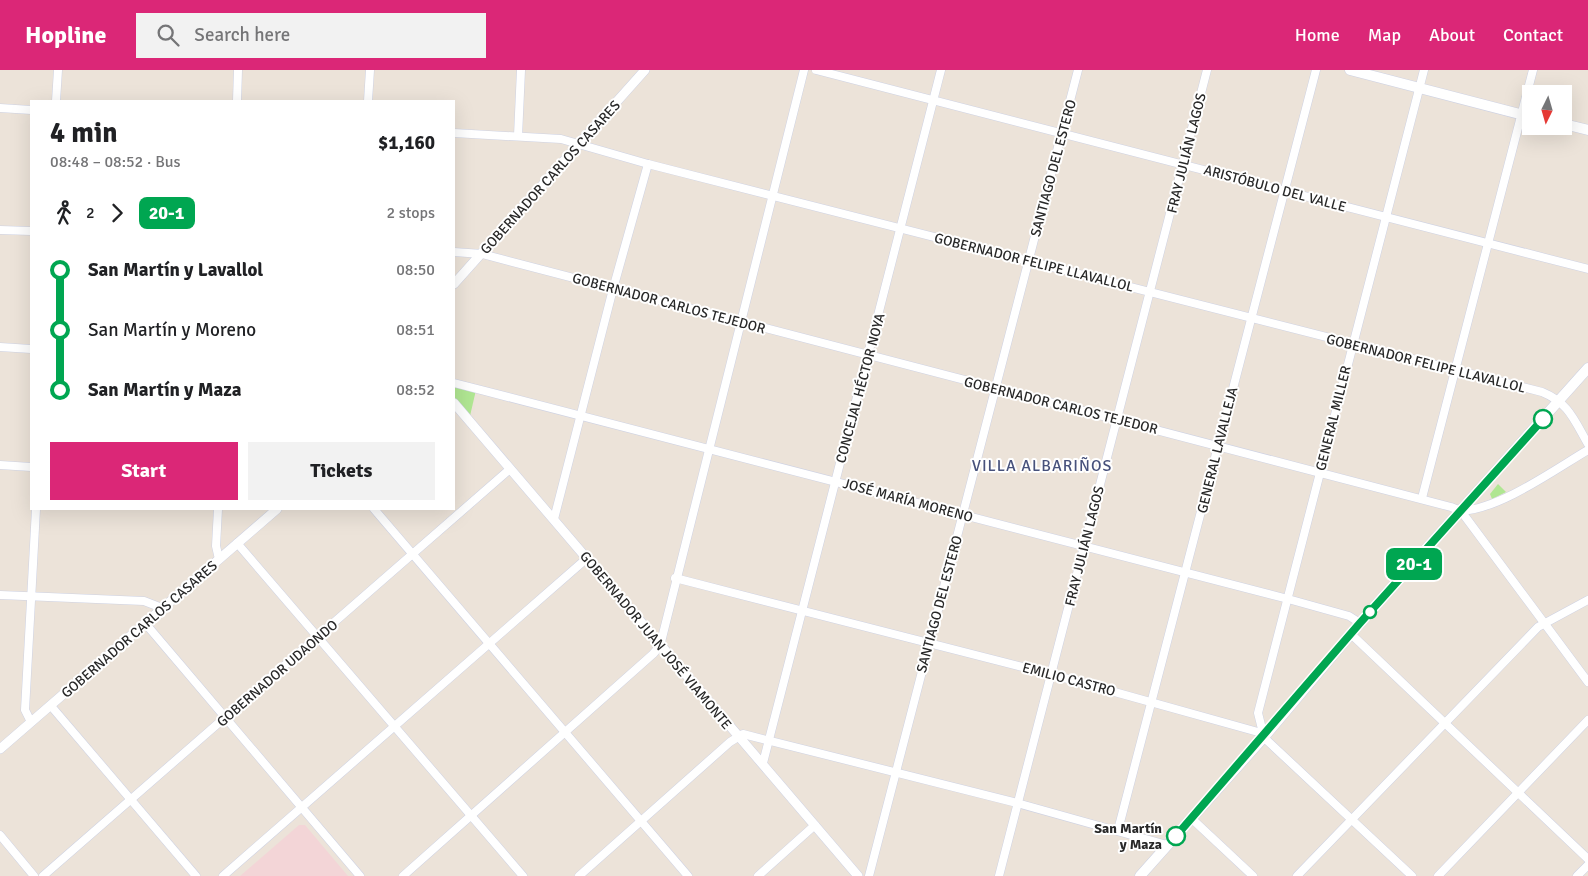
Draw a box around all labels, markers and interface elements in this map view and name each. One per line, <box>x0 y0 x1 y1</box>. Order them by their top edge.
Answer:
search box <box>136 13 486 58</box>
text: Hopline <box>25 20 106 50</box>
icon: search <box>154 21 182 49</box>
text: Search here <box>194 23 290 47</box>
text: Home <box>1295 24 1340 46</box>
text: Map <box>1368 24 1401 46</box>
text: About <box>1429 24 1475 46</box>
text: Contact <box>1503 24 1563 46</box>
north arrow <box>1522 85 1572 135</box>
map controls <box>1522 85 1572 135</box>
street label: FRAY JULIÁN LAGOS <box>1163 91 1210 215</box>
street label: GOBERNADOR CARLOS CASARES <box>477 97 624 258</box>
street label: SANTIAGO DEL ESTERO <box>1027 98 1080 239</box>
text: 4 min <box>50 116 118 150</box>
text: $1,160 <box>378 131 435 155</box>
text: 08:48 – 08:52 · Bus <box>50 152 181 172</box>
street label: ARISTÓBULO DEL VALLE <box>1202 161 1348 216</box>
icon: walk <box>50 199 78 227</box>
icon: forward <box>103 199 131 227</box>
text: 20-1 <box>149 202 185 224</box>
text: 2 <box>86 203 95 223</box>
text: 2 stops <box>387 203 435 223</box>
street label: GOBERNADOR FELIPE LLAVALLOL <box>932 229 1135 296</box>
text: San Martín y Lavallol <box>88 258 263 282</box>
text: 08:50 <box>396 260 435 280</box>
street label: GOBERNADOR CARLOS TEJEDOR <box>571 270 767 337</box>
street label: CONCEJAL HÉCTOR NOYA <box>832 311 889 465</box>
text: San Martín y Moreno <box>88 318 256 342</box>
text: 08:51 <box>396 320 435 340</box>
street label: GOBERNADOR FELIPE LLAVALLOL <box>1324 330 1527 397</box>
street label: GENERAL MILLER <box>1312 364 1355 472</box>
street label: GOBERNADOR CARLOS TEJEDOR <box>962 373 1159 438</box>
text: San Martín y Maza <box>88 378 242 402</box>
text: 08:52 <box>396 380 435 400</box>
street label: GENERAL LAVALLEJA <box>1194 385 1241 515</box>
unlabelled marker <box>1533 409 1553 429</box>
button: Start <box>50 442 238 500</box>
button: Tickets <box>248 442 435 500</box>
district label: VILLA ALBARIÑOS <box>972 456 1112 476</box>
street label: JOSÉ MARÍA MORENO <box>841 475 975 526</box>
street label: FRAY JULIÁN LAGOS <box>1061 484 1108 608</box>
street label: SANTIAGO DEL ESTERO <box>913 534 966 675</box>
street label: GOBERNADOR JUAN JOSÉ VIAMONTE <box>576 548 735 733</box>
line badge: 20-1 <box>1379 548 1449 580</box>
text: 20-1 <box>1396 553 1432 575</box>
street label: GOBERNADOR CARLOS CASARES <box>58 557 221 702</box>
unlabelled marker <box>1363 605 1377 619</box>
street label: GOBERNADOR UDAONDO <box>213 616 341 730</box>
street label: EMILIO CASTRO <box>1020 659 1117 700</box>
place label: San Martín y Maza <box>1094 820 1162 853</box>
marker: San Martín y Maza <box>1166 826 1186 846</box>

▶ Assignment
Repeat the records above exactly, without pictures.

▶ Exercise output
Draw a box around all labels, markers and interface elements in this map view and name each. One per line, <box>x0 y0 x1 y1</box>. Order them by their top edge.
Answer:
search box <box>136 13 486 58</box>
text: Hopline <box>25 20 106 50</box>
icon: search <box>154 21 182 49</box>
text: Search here <box>194 23 290 47</box>
text: Home <box>1295 24 1340 46</box>
text: Map <box>1368 24 1401 46</box>
text: About <box>1429 24 1475 46</box>
text: Contact <box>1503 24 1563 46</box>
north arrow <box>1522 85 1572 135</box>
map controls <box>1522 85 1572 135</box>
street label: FRAY JULIÁN LAGOS <box>1163 91 1210 215</box>
street label: GOBERNADOR CARLOS CASARES <box>477 97 624 258</box>
street label: SANTIAGO DEL ESTERO <box>1027 98 1080 239</box>
text: 4 min <box>50 116 118 150</box>
text: $1,160 <box>378 131 435 155</box>
text: 08:48 – 08:52 · Bus <box>50 152 181 172</box>
street label: ARISTÓBULO DEL VALLE <box>1202 161 1348 216</box>
icon: walk <box>50 199 78 227</box>
icon: forward <box>103 199 131 227</box>
text: 20-1 <box>149 202 185 224</box>
text: 2 <box>86 203 95 223</box>
text: 2 stops <box>387 203 435 223</box>
street label: GOBERNADOR FELIPE LLAVALLOL <box>932 229 1135 296</box>
text: San Martín y Lavallol <box>88 258 263 282</box>
text: 08:50 <box>396 260 435 280</box>
street label: GOBERNADOR CARLOS TEJEDOR <box>571 270 767 337</box>
street label: CONCEJAL HÉCTOR NOYA <box>832 311 889 465</box>
text: San Martín y Moreno <box>88 318 256 342</box>
text: 08:51 <box>396 320 435 340</box>
street label: GOBERNADOR FELIPE LLAVALLOL <box>1324 330 1527 397</box>
street label: GENERAL MILLER <box>1312 364 1355 472</box>
street label: GOBERNADOR CARLOS TEJEDOR <box>962 373 1159 438</box>
text: San Martín y Maza <box>88 378 242 402</box>
text: 08:52 <box>396 380 435 400</box>
street label: GENERAL LAVALLEJA <box>1194 385 1241 515</box>
unlabelled marker <box>1533 409 1553 429</box>
button: Start <box>50 442 238 500</box>
button: Tickets <box>248 442 435 500</box>
district label: VILLA ALBARIÑOS <box>972 456 1112 476</box>
street label: JOSÉ MARÍA MORENO <box>841 475 975 526</box>
street label: FRAY JULIÁN LAGOS <box>1061 484 1108 608</box>
street label: SANTIAGO DEL ESTERO <box>913 534 966 675</box>
street label: GOBERNADOR JUAN JOSÉ VIAMONTE <box>576 548 735 733</box>
line badge: 20-1 <box>1379 548 1449 580</box>
text: 20-1 <box>1396 553 1432 575</box>
street label: GOBERNADOR CARLOS CASARES <box>58 557 221 702</box>
unlabelled marker <box>1363 605 1377 619</box>
street label: GOBERNADOR UDAONDO <box>213 616 341 730</box>
street label: EMILIO CASTRO <box>1020 659 1117 700</box>
place label: San Martín y Maza <box>1094 820 1162 853</box>
marker: San Martín y Maza <box>1166 826 1186 846</box>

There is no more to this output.